▶ **Your instructions**: State only how many lines of the records contain the string "content".

▶ **Data shown**:
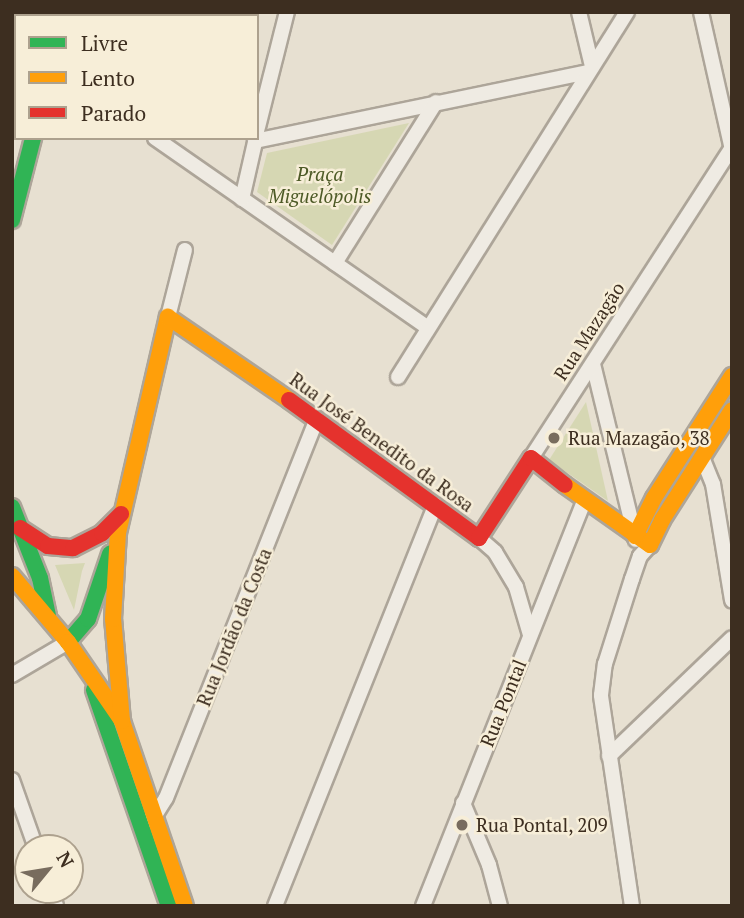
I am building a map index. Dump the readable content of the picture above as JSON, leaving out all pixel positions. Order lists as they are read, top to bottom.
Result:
{
  "streets": {
    "street": [
      "Rua Mazagão",
      "Rua José Benedito da Rosa",
      "Rua Jordão da Costa",
      "Rua Pontal"
    ]
  },
  "crossings": [
    ["Rua Mazagão", "Rua José Benedito da Rosa"],
    ["Rua José Benedito da Rosa", "Rua Jordão da Costa"],
    ["Rua José Benedito da Rosa", "Rua Pontal"]
  ],
  "parks": ["Praça Miguelópolis"],
  "places": ["Rua Mazagão, 38", "Rua Pontal, 209"],
  "legend": ["Livre", "Lento", "Parado"],
  "north": "top right"
}
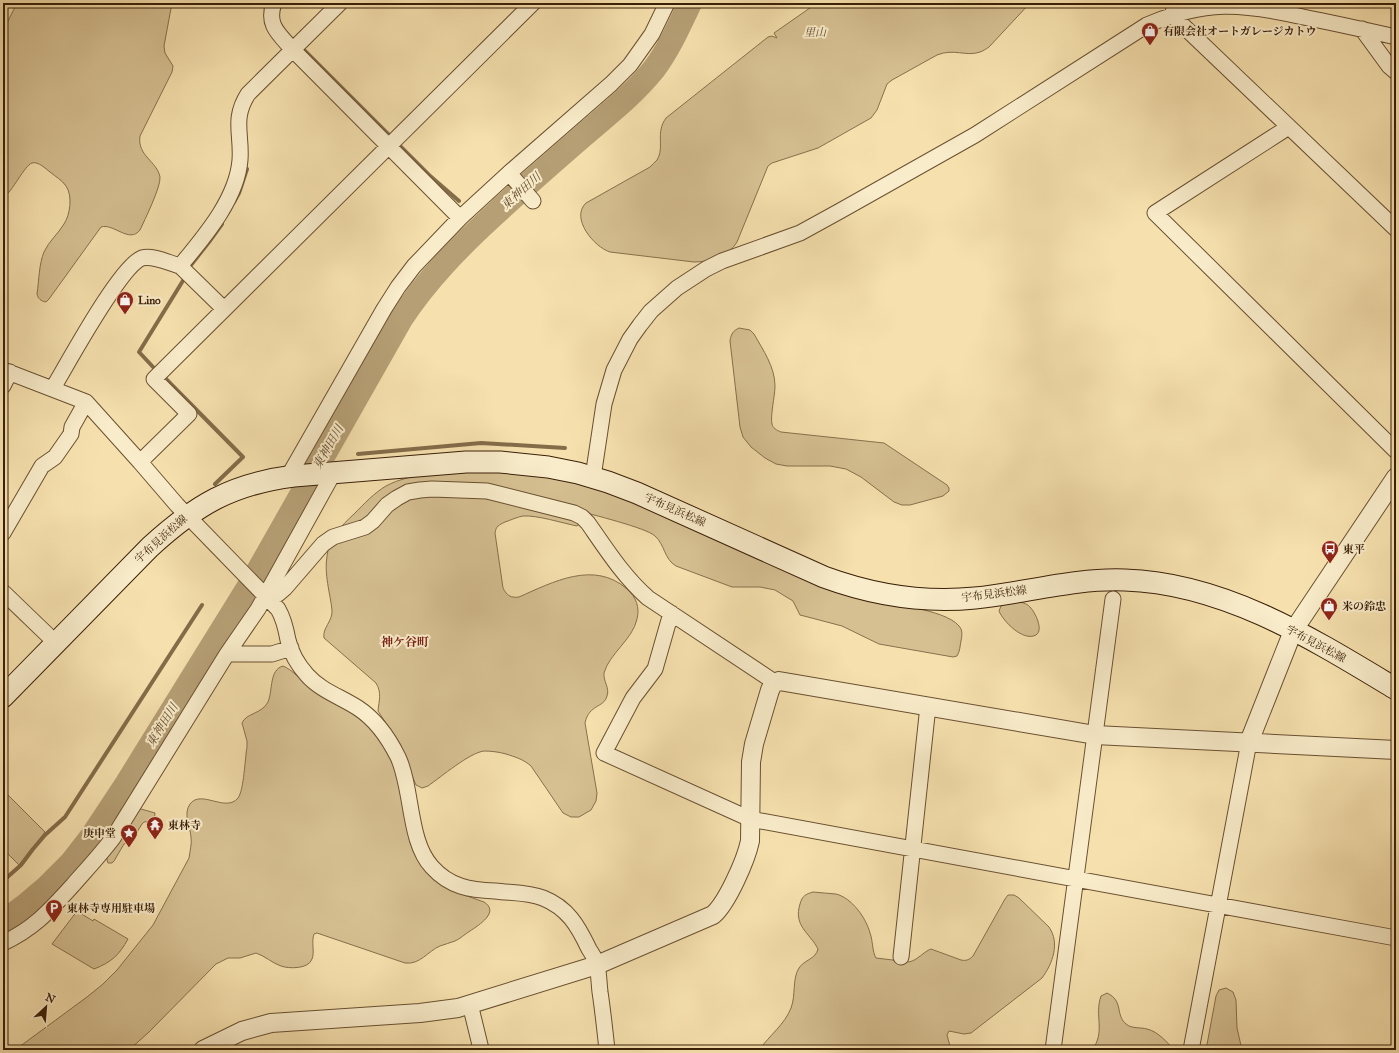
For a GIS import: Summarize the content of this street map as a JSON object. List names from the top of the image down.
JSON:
{
  "streets": {
    "main road": ["宇布見浜松線"]
  },
  "districts": ["神ケ谷町"],
  "water": ["東神田川"],
  "parks": ["里山"],
  "places": {
    "shop": ["有限会社オートガレージカトウ", "Lino", "米の鈴忠"],
    "bus stop": ["東平"],
    "temple": ["東林寺"],
    "place": ["庚申堂"],
    "parking": ["東林寺専用駐車場"]
  },
  "north": "top right"
}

▶ **Exercise output**: 2